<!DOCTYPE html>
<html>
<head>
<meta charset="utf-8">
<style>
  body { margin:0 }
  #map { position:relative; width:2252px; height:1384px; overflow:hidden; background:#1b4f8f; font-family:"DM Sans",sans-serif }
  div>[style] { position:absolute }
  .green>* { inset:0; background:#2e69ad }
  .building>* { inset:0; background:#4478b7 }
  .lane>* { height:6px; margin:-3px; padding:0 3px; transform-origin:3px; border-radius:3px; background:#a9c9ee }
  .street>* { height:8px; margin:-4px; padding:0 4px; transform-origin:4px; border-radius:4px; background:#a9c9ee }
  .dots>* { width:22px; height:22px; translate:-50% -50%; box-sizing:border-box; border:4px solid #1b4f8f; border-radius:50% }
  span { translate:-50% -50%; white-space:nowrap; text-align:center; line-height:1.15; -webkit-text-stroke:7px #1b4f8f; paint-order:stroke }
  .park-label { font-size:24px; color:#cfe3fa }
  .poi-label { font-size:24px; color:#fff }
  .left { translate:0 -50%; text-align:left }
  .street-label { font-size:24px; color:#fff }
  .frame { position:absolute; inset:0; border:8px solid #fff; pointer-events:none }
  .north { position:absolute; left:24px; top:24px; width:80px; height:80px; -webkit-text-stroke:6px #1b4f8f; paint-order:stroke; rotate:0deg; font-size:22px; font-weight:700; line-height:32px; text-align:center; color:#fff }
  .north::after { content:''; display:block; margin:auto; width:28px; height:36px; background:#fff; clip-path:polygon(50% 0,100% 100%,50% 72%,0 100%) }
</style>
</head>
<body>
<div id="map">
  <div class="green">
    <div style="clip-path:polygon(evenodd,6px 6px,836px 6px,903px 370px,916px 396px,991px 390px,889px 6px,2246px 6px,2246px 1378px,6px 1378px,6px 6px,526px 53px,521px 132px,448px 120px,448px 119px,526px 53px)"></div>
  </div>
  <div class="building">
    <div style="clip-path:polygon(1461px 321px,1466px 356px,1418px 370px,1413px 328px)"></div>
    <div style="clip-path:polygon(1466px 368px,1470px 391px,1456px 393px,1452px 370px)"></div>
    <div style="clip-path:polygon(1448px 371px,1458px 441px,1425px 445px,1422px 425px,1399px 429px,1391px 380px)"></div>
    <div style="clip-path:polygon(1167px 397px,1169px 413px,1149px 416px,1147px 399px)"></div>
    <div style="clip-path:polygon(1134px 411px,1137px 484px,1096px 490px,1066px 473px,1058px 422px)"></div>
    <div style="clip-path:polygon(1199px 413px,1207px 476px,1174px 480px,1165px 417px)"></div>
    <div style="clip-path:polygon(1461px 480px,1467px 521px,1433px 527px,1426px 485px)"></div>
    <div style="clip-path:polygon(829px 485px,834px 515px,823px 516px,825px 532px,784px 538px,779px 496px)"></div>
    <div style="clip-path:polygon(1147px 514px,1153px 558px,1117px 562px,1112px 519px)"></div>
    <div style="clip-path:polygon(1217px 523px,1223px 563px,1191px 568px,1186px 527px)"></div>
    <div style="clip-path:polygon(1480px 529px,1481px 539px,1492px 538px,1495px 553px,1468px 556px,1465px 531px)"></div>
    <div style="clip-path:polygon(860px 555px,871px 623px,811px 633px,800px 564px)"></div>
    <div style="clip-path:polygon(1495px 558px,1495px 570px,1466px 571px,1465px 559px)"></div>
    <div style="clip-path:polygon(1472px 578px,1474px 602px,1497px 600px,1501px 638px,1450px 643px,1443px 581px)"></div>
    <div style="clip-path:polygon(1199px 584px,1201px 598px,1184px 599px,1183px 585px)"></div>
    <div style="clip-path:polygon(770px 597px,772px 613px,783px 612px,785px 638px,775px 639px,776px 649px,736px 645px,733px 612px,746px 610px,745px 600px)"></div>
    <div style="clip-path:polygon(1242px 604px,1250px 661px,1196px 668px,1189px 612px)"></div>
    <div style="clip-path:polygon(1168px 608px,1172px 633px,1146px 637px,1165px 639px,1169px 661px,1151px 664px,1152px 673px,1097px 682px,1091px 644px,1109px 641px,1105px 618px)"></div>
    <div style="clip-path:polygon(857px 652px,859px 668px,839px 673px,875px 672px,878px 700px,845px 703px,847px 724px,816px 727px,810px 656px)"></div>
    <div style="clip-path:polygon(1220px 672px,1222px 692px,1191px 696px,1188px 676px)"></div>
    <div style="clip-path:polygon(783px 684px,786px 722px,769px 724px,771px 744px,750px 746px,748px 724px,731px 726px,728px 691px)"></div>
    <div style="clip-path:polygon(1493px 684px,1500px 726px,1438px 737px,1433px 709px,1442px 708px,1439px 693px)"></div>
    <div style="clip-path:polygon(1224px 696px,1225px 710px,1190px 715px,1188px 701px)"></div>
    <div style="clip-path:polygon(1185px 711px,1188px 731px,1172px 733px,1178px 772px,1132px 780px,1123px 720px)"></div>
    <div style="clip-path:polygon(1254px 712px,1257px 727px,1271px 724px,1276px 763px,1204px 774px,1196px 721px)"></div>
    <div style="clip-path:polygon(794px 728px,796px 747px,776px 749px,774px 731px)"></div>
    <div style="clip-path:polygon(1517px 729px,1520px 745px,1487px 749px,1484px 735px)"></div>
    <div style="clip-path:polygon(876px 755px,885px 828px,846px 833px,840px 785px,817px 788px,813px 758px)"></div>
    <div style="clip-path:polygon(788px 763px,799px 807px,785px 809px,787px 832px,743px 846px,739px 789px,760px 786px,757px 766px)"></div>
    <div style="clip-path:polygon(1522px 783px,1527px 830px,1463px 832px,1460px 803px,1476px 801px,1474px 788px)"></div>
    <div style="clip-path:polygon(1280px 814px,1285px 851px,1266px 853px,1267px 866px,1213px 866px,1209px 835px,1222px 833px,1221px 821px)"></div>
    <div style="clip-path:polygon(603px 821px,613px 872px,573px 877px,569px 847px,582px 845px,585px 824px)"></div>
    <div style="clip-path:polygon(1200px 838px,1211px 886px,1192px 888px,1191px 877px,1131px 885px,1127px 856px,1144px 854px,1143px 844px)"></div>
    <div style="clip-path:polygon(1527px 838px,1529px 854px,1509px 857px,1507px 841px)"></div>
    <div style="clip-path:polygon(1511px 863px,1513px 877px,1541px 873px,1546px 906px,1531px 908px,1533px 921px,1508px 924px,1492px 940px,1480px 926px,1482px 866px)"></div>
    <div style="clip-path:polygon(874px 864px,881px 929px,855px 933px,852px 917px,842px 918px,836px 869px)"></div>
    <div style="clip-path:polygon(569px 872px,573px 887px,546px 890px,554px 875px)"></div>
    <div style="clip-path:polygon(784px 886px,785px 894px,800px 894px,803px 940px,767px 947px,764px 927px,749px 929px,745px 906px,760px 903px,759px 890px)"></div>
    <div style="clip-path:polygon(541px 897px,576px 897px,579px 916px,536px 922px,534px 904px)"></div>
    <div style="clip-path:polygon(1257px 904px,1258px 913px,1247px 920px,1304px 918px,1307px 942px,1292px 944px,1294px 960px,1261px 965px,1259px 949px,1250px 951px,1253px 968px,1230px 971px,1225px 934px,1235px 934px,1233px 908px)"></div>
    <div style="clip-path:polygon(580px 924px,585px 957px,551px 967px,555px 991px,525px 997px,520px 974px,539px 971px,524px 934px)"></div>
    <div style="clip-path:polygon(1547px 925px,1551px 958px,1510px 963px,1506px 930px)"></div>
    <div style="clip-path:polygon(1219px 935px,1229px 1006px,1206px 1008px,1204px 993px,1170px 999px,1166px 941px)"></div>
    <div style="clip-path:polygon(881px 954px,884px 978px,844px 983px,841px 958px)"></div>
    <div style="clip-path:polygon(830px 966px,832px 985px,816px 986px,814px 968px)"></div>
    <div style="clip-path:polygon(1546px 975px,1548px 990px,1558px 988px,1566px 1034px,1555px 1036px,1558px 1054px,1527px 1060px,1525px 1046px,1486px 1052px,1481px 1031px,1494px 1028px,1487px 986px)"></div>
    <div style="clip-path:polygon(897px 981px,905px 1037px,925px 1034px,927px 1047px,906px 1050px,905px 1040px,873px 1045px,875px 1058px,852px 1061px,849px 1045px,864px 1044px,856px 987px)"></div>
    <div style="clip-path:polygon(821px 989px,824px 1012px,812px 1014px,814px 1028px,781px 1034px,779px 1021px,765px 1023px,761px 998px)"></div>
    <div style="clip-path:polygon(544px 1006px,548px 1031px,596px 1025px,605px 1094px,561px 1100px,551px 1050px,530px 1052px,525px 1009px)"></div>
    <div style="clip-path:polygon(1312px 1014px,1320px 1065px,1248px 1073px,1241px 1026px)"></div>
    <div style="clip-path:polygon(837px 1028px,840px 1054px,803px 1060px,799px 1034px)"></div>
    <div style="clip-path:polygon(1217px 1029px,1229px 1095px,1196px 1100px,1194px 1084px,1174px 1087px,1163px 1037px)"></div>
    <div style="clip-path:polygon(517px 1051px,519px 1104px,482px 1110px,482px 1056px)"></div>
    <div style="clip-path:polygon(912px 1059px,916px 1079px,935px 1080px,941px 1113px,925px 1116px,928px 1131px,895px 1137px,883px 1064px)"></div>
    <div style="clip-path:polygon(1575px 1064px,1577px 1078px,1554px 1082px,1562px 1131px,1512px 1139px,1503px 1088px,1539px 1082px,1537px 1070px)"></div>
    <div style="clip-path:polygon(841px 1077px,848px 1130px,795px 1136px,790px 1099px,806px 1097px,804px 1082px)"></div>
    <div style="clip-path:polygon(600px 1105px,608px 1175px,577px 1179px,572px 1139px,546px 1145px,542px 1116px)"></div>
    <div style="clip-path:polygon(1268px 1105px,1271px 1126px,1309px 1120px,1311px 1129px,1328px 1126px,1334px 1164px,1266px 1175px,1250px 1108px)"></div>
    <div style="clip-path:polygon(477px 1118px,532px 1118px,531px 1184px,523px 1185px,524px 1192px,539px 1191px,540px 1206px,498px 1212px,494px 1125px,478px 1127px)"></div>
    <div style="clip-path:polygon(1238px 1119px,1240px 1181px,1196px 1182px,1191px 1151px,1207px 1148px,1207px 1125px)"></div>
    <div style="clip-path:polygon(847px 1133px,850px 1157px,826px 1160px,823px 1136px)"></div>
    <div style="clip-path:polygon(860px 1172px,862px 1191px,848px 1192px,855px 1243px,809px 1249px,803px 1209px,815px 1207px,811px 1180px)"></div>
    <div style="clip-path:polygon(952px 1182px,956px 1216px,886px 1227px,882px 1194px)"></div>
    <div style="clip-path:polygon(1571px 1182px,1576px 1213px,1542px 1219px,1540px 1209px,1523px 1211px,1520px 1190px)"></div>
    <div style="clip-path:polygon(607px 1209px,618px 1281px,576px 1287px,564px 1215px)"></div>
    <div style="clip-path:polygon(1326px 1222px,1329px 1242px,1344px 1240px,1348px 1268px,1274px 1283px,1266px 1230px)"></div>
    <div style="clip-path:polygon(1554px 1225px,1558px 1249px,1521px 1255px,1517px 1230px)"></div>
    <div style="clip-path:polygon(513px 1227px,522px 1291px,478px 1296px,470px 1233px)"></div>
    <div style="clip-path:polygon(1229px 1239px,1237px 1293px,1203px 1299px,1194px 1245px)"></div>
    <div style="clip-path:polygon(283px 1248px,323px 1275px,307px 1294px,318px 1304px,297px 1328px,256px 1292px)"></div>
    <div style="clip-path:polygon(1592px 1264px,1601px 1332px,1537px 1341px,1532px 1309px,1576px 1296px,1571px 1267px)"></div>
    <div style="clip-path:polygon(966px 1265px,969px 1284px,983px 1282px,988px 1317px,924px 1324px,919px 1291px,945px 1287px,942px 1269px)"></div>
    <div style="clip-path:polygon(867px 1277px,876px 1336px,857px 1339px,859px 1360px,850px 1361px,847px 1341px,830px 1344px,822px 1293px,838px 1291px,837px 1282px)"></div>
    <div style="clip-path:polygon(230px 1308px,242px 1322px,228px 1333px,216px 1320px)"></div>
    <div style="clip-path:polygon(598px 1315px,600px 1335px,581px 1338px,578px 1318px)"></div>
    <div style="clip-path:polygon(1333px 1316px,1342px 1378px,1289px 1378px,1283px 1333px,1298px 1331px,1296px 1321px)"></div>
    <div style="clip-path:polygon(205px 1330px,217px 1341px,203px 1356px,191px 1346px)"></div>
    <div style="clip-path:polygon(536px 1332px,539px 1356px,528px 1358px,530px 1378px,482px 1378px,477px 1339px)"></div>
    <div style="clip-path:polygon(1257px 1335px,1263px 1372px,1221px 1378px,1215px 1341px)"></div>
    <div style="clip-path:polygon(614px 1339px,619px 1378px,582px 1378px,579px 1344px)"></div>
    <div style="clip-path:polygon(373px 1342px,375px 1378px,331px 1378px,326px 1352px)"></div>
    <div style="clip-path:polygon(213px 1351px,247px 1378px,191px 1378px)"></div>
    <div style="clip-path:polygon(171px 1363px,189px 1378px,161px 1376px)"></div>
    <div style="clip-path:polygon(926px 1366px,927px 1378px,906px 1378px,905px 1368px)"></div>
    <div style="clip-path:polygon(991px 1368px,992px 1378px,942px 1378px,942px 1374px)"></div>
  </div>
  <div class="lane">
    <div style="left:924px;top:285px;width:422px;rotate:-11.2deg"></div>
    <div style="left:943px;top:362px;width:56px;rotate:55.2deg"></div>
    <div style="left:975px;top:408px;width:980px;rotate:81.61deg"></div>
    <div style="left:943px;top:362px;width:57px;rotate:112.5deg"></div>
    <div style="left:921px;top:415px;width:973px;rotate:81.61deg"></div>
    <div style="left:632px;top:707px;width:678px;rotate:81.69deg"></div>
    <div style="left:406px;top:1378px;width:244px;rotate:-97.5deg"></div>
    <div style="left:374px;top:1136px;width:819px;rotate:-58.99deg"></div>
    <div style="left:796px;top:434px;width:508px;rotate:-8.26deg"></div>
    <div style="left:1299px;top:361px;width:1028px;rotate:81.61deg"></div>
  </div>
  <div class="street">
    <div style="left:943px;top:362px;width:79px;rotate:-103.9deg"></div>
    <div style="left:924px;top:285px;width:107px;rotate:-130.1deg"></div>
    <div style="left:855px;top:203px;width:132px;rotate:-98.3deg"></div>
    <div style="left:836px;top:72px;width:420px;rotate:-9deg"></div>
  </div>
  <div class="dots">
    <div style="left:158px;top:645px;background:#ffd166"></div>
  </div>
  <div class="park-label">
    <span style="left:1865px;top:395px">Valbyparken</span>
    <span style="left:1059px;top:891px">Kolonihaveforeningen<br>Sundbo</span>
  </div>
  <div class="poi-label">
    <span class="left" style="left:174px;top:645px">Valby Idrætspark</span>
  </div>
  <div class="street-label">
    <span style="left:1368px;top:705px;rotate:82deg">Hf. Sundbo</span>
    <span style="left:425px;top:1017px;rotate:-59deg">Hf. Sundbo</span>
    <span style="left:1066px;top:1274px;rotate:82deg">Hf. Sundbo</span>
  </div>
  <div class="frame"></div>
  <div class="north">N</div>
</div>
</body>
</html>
:::
* PROBLEM REQUIREMENTS *
Exactly the lines above from the one with "558px,1495px 570px,1466px 571px,1465px" to the one with "597px,772px 613px,783px 612px,785px", both included, are to be quoted; leave the rest out.

* RESULT *
    <div style="clip-path:polygon(1495px 558px,1495px 570px,1466px 571px,1465px 559px)"></div>
    <div style="clip-path:polygon(1472px 578px,1474px 602px,1497px 600px,1501px 638px,1450px 643px,1443px 581px)"></div>
    <div style="clip-path:polygon(1199px 584px,1201px 598px,1184px 599px,1183px 585px)"></div>
    <div style="clip-path:polygon(770px 597px,772px 613px,783px 612px,785px 638px,775px 639px,776px 649px,736px 645px,733px 612px,746px 610px,745px 600px)"></div>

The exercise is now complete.